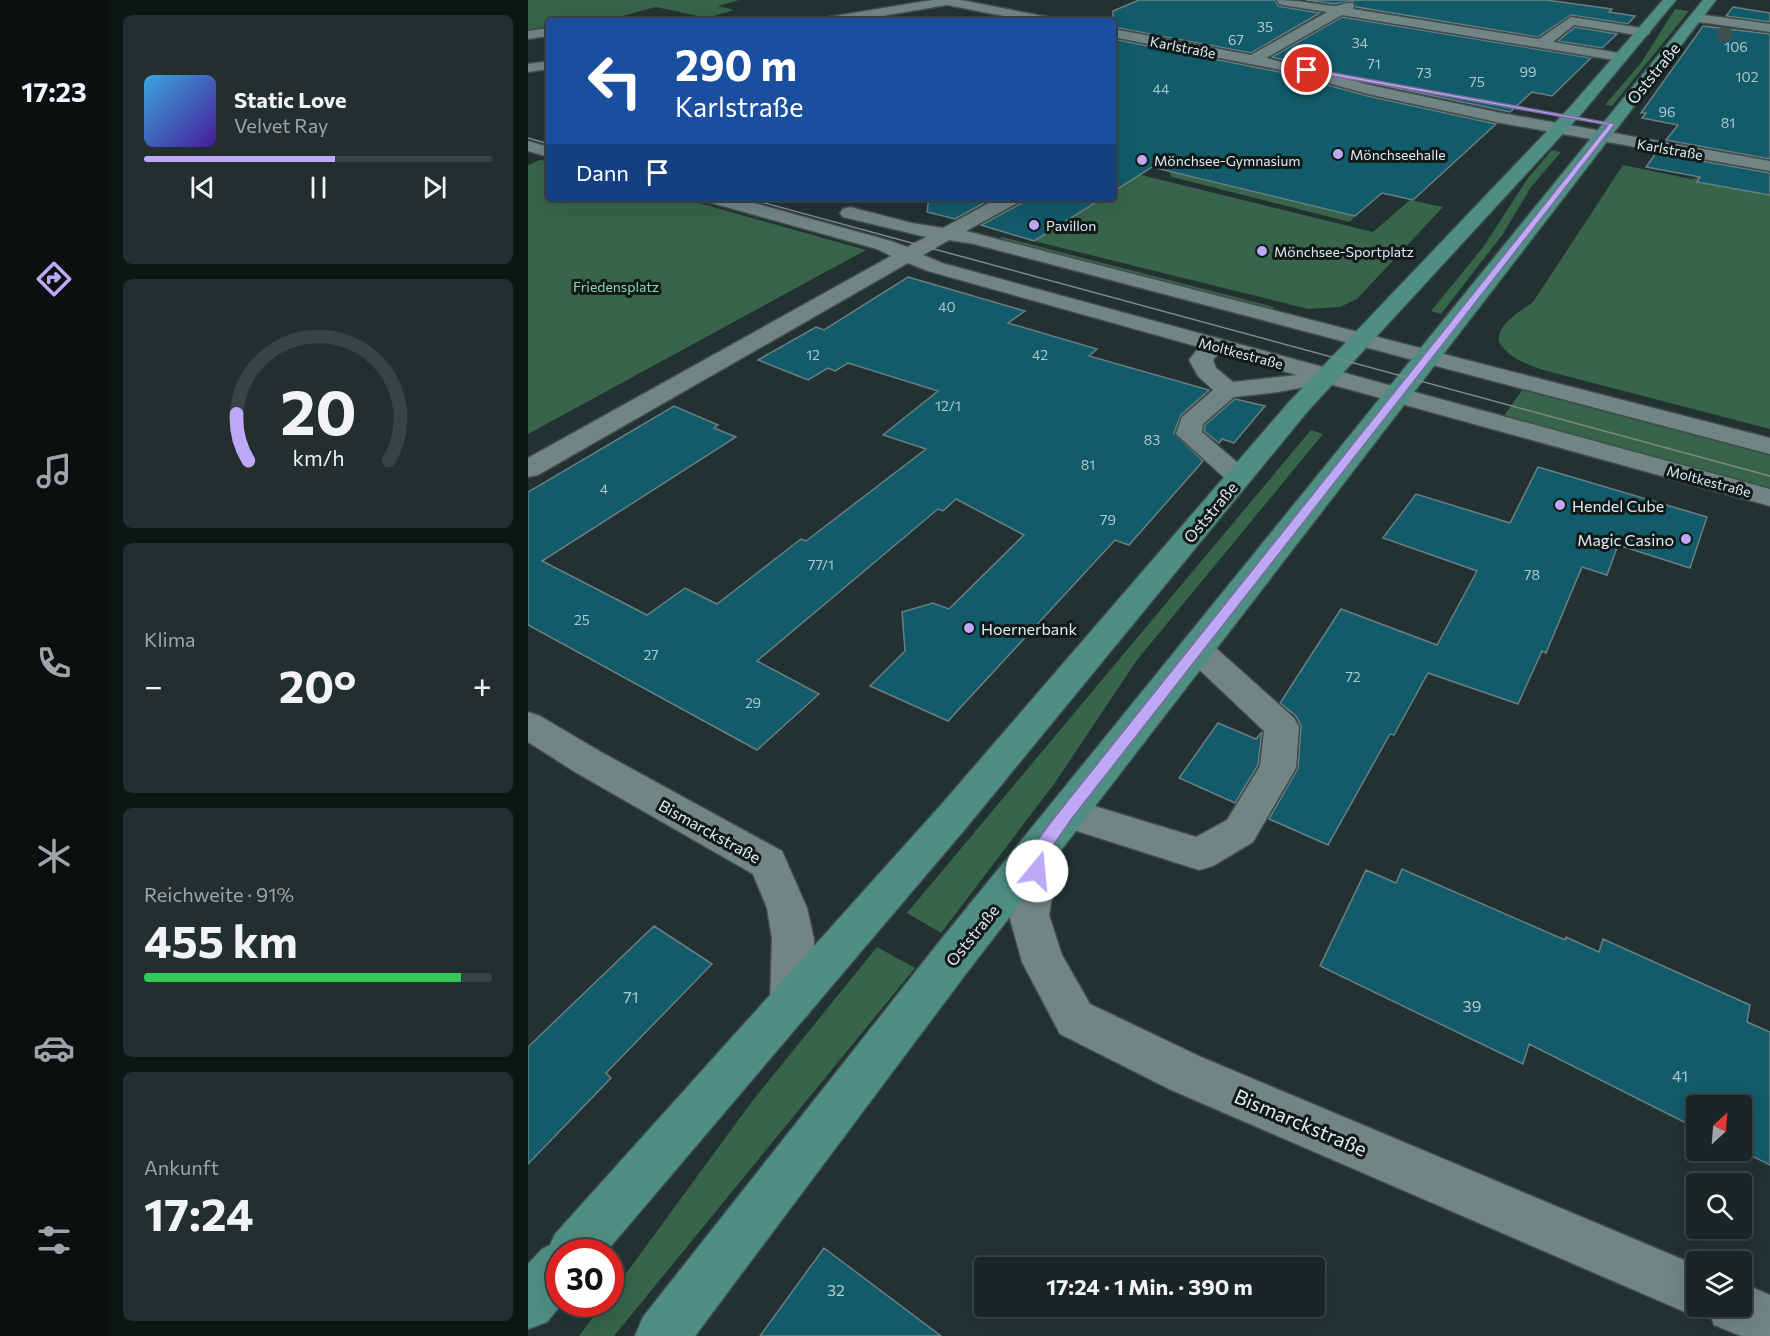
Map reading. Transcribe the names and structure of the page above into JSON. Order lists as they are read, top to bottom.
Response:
{
  "streets": {
    "main road": ["Oststraße"],
    "street": ["Karlstraße", "Moltkestraße", "Bismarckstraße"]
  },
  "crossings": [
    ["Karlstraße", "Oststraße"],
    ["Oststraße", "Moltkestraße"],
    ["Oststraße", "Bismarckstraße"]
  ],
  "parks": ["Friedensplatz"],
  "places": [
    "Mönchseehalle",
    "Mönchsee-Gymnasium",
    "Pavillon",
    "Mönchsee-Sportplatz",
    "Hendel Cube",
    "Magic Casino",
    "Hoernerbank"
  ],
  "house_numbers": [
    "35",
    "67",
    "34",
    "106",
    "71",
    "99",
    "73",
    "102",
    "75",
    "44",
    "96",
    "81",
    "40",
    "12",
    "42",
    "12/1",
    "83",
    "81",
    "4",
    "79",
    "77/1",
    "78",
    "25",
    "27",
    "72",
    "29",
    "71",
    "39",
    "41",
    "32"
  ],
  "north": "top right",
  "page": {
    "tabs": "17:23",
    "turn": ["290 m", "Karlstraße"],
    "song": ["Static Love", "Velvet Ray"],
    "then": "Dann",
    "tile": [
      "Klima",
      ["Reichweite · 91%", "455 km"],
      ["Ankunft", "17:24"]
    ],
    "heat": ["−", "20°", "+"],
    "limit": "30",
    "trip": "17:24 · 1 Min. · 390 m",
    "gauge": ["20", "km/h"]
  }
}
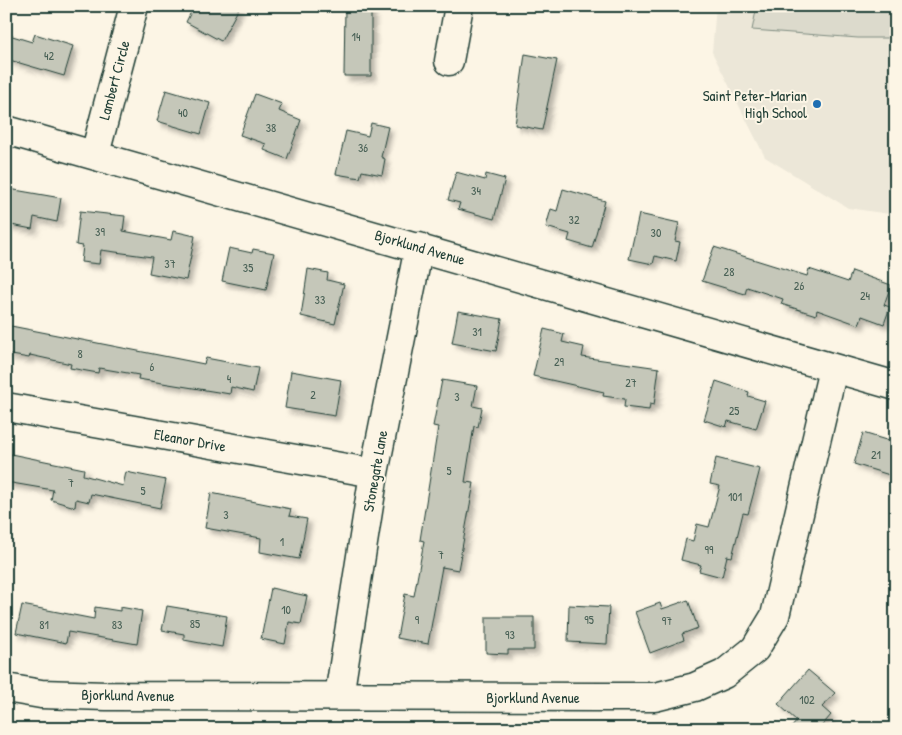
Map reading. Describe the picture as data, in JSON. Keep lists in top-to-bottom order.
{
  "streets": {
    "street": [
      "Lambert Circle",
      "Bjorklund Avenue",
      "Eleanor Drive",
      "Stonegate Lane"
    ]
  },
  "crossings": [
    ["Lambert Circle", "Bjorklund Avenue"],
    ["Bjorklund Avenue", "Stonegate Lane"],
    ["Eleanor Drive", "Stonegate Lane"]
  ],
  "places": ["Saint Peter-Marian High School"],
  "house_numbers": [
    "14",
    "42",
    "40",
    "38",
    "36",
    "34",
    "32",
    "39",
    "30",
    "37",
    "35",
    "28",
    "26",
    "24",
    "33",
    "31",
    "8",
    "29",
    "6",
    "4",
    "27",
    "2",
    "3",
    "25",
    "21",
    "5",
    "7",
    "5",
    "101",
    "3",
    "1",
    "99",
    "7",
    "10",
    "9",
    "95",
    "97",
    "85",
    "81",
    "83",
    "93",
    "102"
  ]
}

- - - -

Please ensure that the data above is repeated exactly, with no pictures in the copy.

> **RESULT OF THIS EXERCISE**
Map reading. Transcribe the names and structure of the page above into JSON. Order lists as they are read, top to bottom.
Response:
{
  "streets": {
    "main road": ["Oststraße"],
    "street": ["Karlstraße", "Moltkestraße", "Bismarckstraße"]
  },
  "crossings": [
    ["Karlstraße", "Oststraße"],
    ["Oststraße", "Moltkestraße"],
    ["Oststraße", "Bismarckstraße"]
  ],
  "parks": ["Friedensplatz"],
  "places": [
    "Mönchseehalle",
    "Mönchsee-Gymnasium",
    "Pavillon",
    "Mönchsee-Sportplatz",
    "Hendel Cube",
    "Magic Casino",
    "Hoernerbank"
  ],
  "house_numbers": [
    "35",
    "67",
    "34",
    "106",
    "71",
    "99",
    "73",
    "102",
    "75",
    "44",
    "96",
    "81",
    "40",
    "12",
    "42",
    "12/1",
    "83",
    "81",
    "4",
    "79",
    "77/1",
    "78",
    "25",
    "27",
    "72",
    "29",
    "71",
    "39",
    "41",
    "32"
  ],
  "north": "top right",
  "page": {
    "tabs": "17:23",
    "turn": ["290 m", "Karlstraße"],
    "song": ["Static Love", "Velvet Ray"],
    "then": "Dann",
    "tile": [
      "Klima",
      ["Reichweite · 91%", "455 km"],
      ["Ankunft", "17:24"]
    ],
    "heat": ["−", "20°", "+"],
    "limit": "30",
    "trip": "17:24 · 1 Min. · 390 m",
    "gauge": ["20", "km/h"]
  }
}
Map reading. Describe the picture as data, in JSON. Keep lists in top-to-bottom order.
{
  "streets": {
    "street": [
      "Lambert Circle",
      "Bjorklund Avenue",
      "Eleanor Drive",
      "Stonegate Lane"
    ]
  },
  "crossings": [
    ["Lambert Circle", "Bjorklund Avenue"],
    ["Bjorklund Avenue", "Stonegate Lane"],
    ["Eleanor Drive", "Stonegate Lane"]
  ],
  "places": ["Saint Peter-Marian High School"],
  "house_numbers": [
    "14",
    "42",
    "40",
    "38",
    "36",
    "34",
    "32",
    "39",
    "30",
    "37",
    "35",
    "28",
    "26",
    "24",
    "33",
    "31",
    "8",
    "29",
    "6",
    "4",
    "27",
    "2",
    "3",
    "25",
    "21",
    "5",
    "7",
    "5",
    "101",
    "3",
    "1",
    "99",
    "7",
    "10",
    "9",
    "95",
    "97",
    "85",
    "81",
    "83",
    "93",
    "102"
  ]
}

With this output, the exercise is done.